We choose 2 parents. We choose 1 shared point in their chromosome to swap genes. And thus, dirty dancing occurs. Let's look at a minified example with two parents of equal length for simplicity:
Parent 1: [ N, N, N, N ]
Parent 2: [ S, S, S, S ]
Let's say our crossover point were at index 1. This would produce two children:
Child 1: [S, N, N, N ]
Child 2: [N, S, S, S ]
No storks needed.
Again, this is a very basic crossover method and many, many more complicated and involved ones exist.
Mutation
Our final step in the line is to mutate. We want some freaky chelonia's up in here. We again borrow from mother nature and introduce random mutation. Like a wave of radiation from the sun, we go through our population of chromosomes and *randomly change genes*. North becomes south, south may become west. The random library is to decide. The actual chances an individual gene may change are typically* very low (1-3% per gene).
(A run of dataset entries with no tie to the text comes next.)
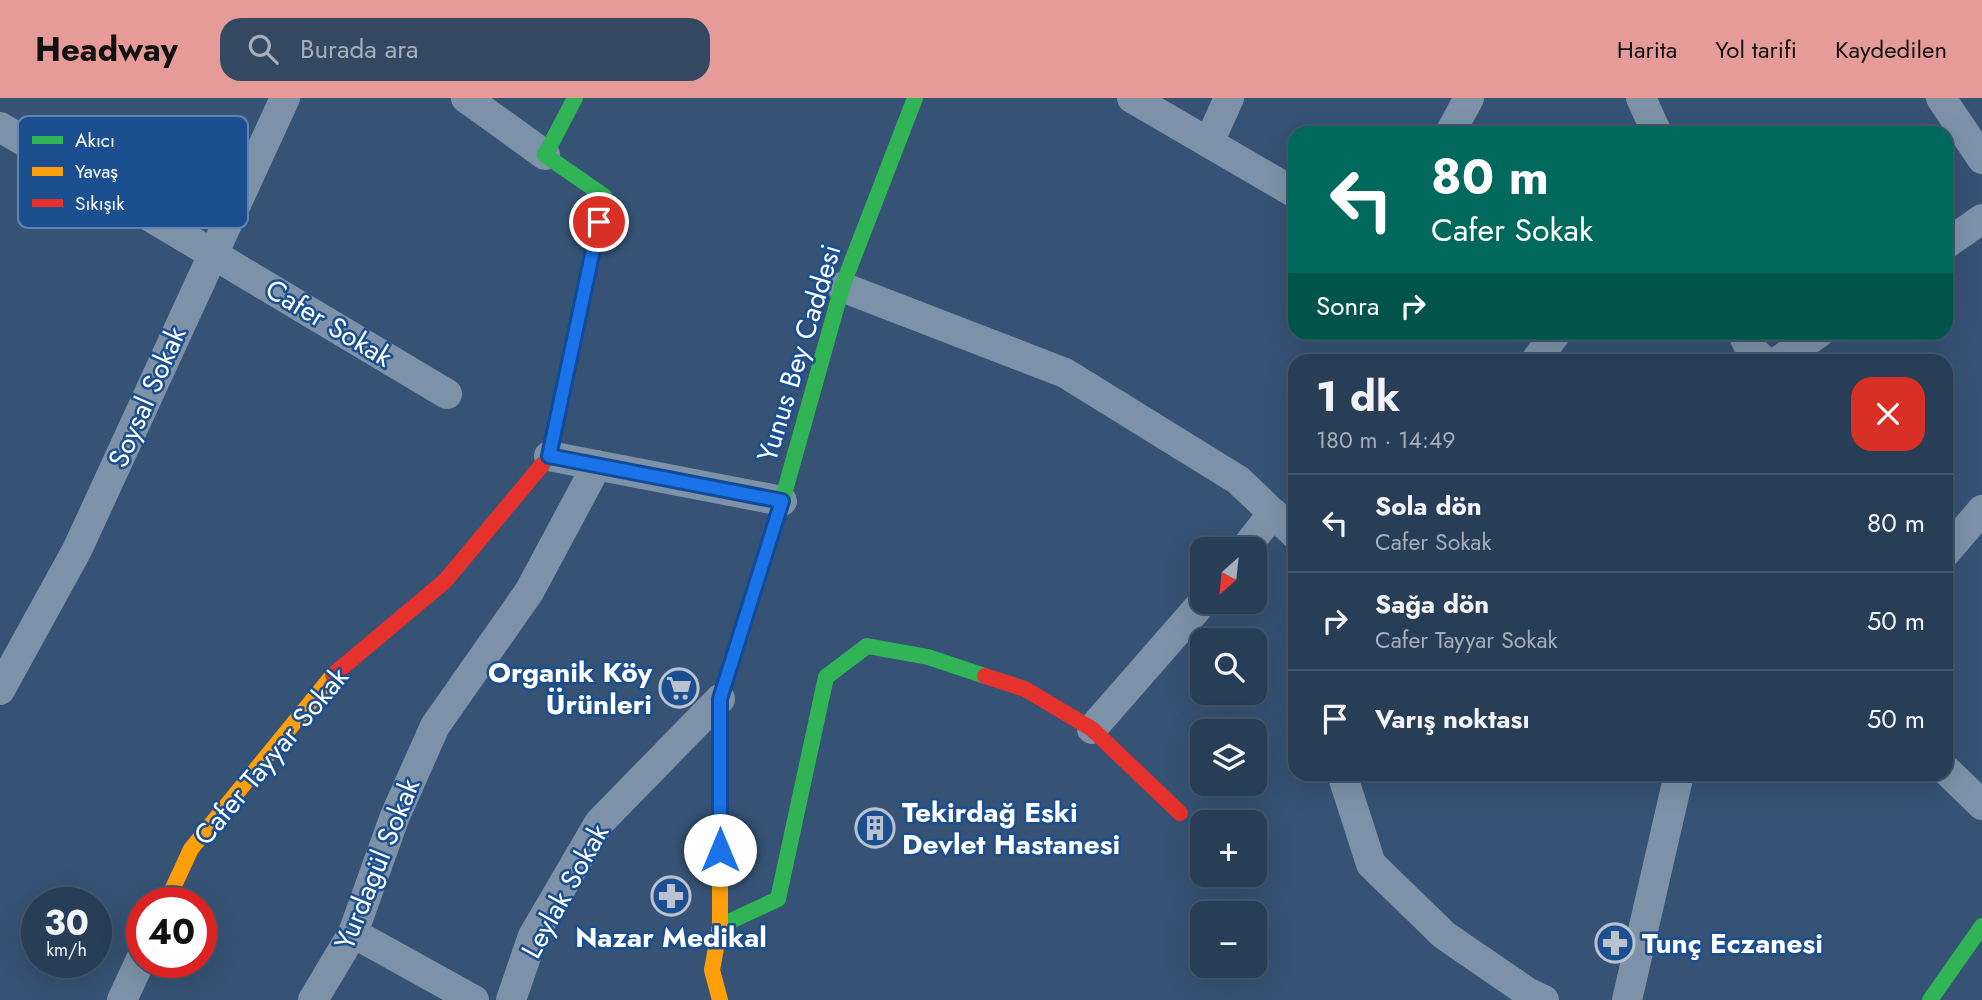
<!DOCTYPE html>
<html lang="tr">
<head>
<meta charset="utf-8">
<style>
	body { margin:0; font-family:Jost,sans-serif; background:#344961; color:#f1f3f6; height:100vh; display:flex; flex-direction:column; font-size:26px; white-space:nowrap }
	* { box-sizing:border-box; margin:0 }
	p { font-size:23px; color:#a5aeba }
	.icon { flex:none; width:38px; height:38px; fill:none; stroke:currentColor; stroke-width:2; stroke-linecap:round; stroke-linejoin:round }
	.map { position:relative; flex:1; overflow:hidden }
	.side { position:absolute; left:1288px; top:256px; width:665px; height:427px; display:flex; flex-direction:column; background:#283e57; border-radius:21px; box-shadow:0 7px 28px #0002,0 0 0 2px #44576d }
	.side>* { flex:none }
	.banner { position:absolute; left:1288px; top:28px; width:665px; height:214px; border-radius:21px; box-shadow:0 7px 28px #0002,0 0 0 2px #44576d; background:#00695c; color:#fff; overflow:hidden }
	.needle { width:46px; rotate:207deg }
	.tools { position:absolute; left:1190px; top:439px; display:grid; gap:14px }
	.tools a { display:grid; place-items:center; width:77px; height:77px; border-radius:14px; background:#283e57; box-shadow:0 7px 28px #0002,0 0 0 2px #44576d; font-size:35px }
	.speed { position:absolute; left:21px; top:789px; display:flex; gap:14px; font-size:35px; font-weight:700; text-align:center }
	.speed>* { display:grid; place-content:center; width:91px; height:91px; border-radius:50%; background:#283e57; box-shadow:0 7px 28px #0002,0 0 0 2px #44576d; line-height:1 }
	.speed small { font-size:18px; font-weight:400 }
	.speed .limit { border:10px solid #d22; background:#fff; color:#111 }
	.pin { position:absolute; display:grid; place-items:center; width:60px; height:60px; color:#fff; margin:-30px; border:4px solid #fff; border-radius:50%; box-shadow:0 2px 7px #0007 }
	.me { position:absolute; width:77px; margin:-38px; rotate:0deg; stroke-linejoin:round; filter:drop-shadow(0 0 5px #0008) }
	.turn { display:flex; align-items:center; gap:24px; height:147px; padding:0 28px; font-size:32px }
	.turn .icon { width:91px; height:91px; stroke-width:2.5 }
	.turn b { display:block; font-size:49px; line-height:60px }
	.then { display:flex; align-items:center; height:66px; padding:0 28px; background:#0003; gap:14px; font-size:26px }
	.round { display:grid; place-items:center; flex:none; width:74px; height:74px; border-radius:21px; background:#344961 }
	.headline { display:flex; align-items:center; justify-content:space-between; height:119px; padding:0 28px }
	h1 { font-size:42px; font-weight:700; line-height:52px }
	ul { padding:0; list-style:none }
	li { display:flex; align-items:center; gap:21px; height:98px; padding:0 28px; border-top:2px solid #44576d }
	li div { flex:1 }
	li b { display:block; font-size:26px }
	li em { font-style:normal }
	header { display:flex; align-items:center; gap:42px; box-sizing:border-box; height:98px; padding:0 35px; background:#e69b98; color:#111 }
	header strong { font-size:33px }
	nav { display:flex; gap:38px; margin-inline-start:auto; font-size:24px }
	.search { width:490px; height:63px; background:#344961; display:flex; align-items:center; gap:18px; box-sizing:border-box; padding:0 24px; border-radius:21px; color:#a5aeba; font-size:26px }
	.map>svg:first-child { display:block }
</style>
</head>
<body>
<header>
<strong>Headway</strong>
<div class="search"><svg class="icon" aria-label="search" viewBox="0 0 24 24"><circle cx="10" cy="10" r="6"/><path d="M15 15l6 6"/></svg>Burada ara</div>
<nav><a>Harita</a><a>Yol tarifi</a><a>Kaydedilen</a></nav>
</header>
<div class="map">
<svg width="1982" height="902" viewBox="0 0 1982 902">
	<rect width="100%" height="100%" fill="#365274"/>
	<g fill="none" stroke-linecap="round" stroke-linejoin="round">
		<!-- street -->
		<g stroke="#7d92a8" stroke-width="30">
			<path d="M466,0L545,57"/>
			<path d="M1132,0L1295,95"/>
			<path d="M1641,0L1657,35"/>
			<path d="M1941,0L1982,61"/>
			<path d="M0,29L447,296"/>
			<path d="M1450,35L1469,0"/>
			<path d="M1209,44L1229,0"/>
			<path d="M1946,146L1982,121"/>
			<path d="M842,189L1065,275L1238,382L1295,436"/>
			<path d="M1742,234L1749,249L1763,262"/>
			<path d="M1536,262L1557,234"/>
			<path d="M1780,262L1820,234"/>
			<path d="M549,358L782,403"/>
			<path d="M1244,452L1273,415"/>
			<path d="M1946,454L1982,412"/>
			<path d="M0,592L77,452L285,0"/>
			<path d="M1092,631L1203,504"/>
			<path d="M1946,672L1982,707"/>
			<path d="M1342,676L1371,766L1444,837L1527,894L1544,902"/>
			<path d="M353,835L474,902"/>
			<path d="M122,902L142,859"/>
			<path d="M313,902L353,835L395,718L435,628L529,494L597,367"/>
			<path d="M511,902L533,838L599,725L720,601"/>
			<path d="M1627,902L1679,676"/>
		</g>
		<!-- fast -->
		<g stroke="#30b455" stroke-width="16">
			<path d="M542,367L549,358L604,98L545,57L575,0"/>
			<path d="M720,687V601L782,403L842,189L915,0"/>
			<path d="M720,828L778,801L826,579L867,548L928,559L985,578"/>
			<path d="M1930,902L1982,828"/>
		</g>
		<!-- slow -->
		<g stroke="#ff9f0a" stroke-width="16">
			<path d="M720,687V828L712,872L720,902"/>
			<path d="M166,805L191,751L333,577"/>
		</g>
		<!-- jam -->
		<g stroke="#e5322d" stroke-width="16">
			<path d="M333,577L445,483L542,367"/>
			<path d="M985,578L1025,591L1092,631L1180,715"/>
		</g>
	</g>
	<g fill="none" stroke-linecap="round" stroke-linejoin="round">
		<!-- route casing -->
		<g stroke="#114b97" stroke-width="18">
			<path id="route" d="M599,124L549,358L782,403L720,601V752"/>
		</g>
		<!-- route -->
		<use href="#route" stroke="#1a73e8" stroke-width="12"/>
	</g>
	<!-- icons -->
	<defs>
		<g id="supermarket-ring" transform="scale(2.0125)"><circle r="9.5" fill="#1b4f8f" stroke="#b9c2ce" stroke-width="1.5"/><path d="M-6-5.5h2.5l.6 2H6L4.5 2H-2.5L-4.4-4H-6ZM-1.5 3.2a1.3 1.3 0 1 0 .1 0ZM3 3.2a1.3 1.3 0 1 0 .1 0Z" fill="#b9c2ce"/></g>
		<g id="building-ring" transform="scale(2.0125)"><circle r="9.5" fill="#1b4f8f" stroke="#b9c2ce" stroke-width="1.5"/><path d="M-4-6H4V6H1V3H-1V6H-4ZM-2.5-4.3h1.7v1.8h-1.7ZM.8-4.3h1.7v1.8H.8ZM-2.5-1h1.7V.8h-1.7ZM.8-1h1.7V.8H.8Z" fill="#b9c2ce"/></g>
		<g id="pharmacy-ring" transform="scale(2.0125)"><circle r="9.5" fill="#1b4f8f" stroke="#b9c2ce" stroke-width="1.5"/><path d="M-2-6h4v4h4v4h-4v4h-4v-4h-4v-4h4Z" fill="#b9c2ce"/></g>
	</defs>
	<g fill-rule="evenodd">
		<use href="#supermarket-ring" x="679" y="590"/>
		<use href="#building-ring" x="875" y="730"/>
		<use href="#pharmacy-ring" x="671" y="798"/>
		<use href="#pharmacy-ring" x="1615" y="845"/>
	</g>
	<g text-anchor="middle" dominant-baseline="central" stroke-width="5" stroke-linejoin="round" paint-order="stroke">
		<!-- street labels -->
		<g font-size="28" fill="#fff" stroke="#1b4f8f">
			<text transform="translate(329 225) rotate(31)">Cafer Sokak</text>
			<text transform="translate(799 255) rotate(-73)">Yunus Bey Caddesi</text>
			<text transform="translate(147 299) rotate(-66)">Soysal Sokak</text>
			<text transform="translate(271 658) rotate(-50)">Cafer Tayyar Sokak</text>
			<text transform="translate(377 766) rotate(-68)">Yurdagül Sokak</text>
			<text transform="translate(565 793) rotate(-61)">Leylak Sokak</text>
		</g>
		<!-- poi labels -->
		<g font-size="28" font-weight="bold" fill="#fff" stroke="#1b4f8f" text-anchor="start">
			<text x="652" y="574" text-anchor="end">Organik Köy<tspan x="652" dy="32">Ürünleri</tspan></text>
			<text x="902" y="714">Tekirdağ Eski<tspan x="902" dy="32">Devlet Hastanesi</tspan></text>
			<text x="671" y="839" text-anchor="middle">Nazar Medikal</text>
			<text x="1642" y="845">Tunç Eczanesi</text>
		</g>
	</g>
	<!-- legend -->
	<rect x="18" y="18" width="230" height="112" rx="10" fill="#1b4f8f" stroke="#5f84b1" stroke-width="2"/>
	<rect x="32" y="38" width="31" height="8" fill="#30b455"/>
	<rect x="32" y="69" width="31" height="9" fill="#ff9f0a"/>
	<rect x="32" y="101" width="31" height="8" fill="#e5322d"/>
	<g font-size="19" fill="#fff">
		<text x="75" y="49">Akıcı</text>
		<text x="75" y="80">Yavaş</text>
		<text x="75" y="112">Sıkışık</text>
	</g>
</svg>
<div class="tools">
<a><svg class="needle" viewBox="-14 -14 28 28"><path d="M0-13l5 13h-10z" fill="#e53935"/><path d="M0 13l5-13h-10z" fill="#a5aeba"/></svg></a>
<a><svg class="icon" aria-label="search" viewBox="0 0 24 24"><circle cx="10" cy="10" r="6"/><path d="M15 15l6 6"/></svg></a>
<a><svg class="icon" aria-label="layers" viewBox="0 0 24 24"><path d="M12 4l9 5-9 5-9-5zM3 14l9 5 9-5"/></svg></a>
<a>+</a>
<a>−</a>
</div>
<div class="speed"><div>30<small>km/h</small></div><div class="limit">40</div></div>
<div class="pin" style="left:599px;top:124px;background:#d93025"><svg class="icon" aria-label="arrive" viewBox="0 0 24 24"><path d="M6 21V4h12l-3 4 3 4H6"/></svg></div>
<svg class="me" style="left:720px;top:752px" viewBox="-20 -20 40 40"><circle r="19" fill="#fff"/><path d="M0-13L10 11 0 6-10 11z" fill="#1a73e8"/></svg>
<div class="banner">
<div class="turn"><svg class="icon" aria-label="left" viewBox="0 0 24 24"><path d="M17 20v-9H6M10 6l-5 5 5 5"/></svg><div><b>80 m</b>Cafer Sokak</div></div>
<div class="then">Sonra<svg class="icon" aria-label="right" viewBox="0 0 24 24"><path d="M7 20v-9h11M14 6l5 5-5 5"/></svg></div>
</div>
<section class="side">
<div class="headline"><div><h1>1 dk</h1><p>180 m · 14:49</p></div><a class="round" style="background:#d93025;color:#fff"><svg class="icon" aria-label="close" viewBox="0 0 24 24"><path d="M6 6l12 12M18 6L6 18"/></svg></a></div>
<ul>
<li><svg class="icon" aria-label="left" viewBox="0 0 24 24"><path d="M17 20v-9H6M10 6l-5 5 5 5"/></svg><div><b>Sola dön</b><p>Cafer Sokak</p></div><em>80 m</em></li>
<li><svg class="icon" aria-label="right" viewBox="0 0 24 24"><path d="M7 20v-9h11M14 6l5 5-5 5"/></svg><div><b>Sağa dön</b><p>Cafer Tayyar Sokak</p></div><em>50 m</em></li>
<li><svg class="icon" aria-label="arrive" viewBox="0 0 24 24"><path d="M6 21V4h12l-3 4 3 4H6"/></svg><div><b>Varış noktası</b></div><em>50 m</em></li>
</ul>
</section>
</div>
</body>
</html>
This is an *extremely* important step in the genetic algorithm process. This allows the population to stay diverse and allow the population to reach more of the search space and prevent stagnation or local optima. (Again, short post, I would love to talk about search spaces and local optima, but I'll leave that to the reader).
Generation
We've done it! We now have a full population that is ready to go through the entire cycle again of fitness -> selection -> crossover -> mutation. One cycle of this process is called a generation! (Clever, right!).
When do I grab my overhead luggage and depart the algorithm?
Deciding *when* to stop a genetic algorithm is up to the implementer. Maybe you want to set a hard generation limit. ie. "Run 100 generations". Maybe it's time. ie. "Run for 30 minutes". Maybe it's based on other factors or variables. "Stop when you've either found a usable solution or stop if the best solution hasn't improved in 20 generations."
Flexibility
The entire process of genetic algorithms is flexible. Maybe your problem domain allows you to shortcut a process, maybe you can optimize solutions through custom selection, crossover, and mutation functions. It's up to you, (and a lot of people with PhD's in this kinda stuff) to experiment, move fast, and break things. "Genetic Algorithms'' as a whole are really more about the guidelines than the actual rules, so do what you find produces the best results!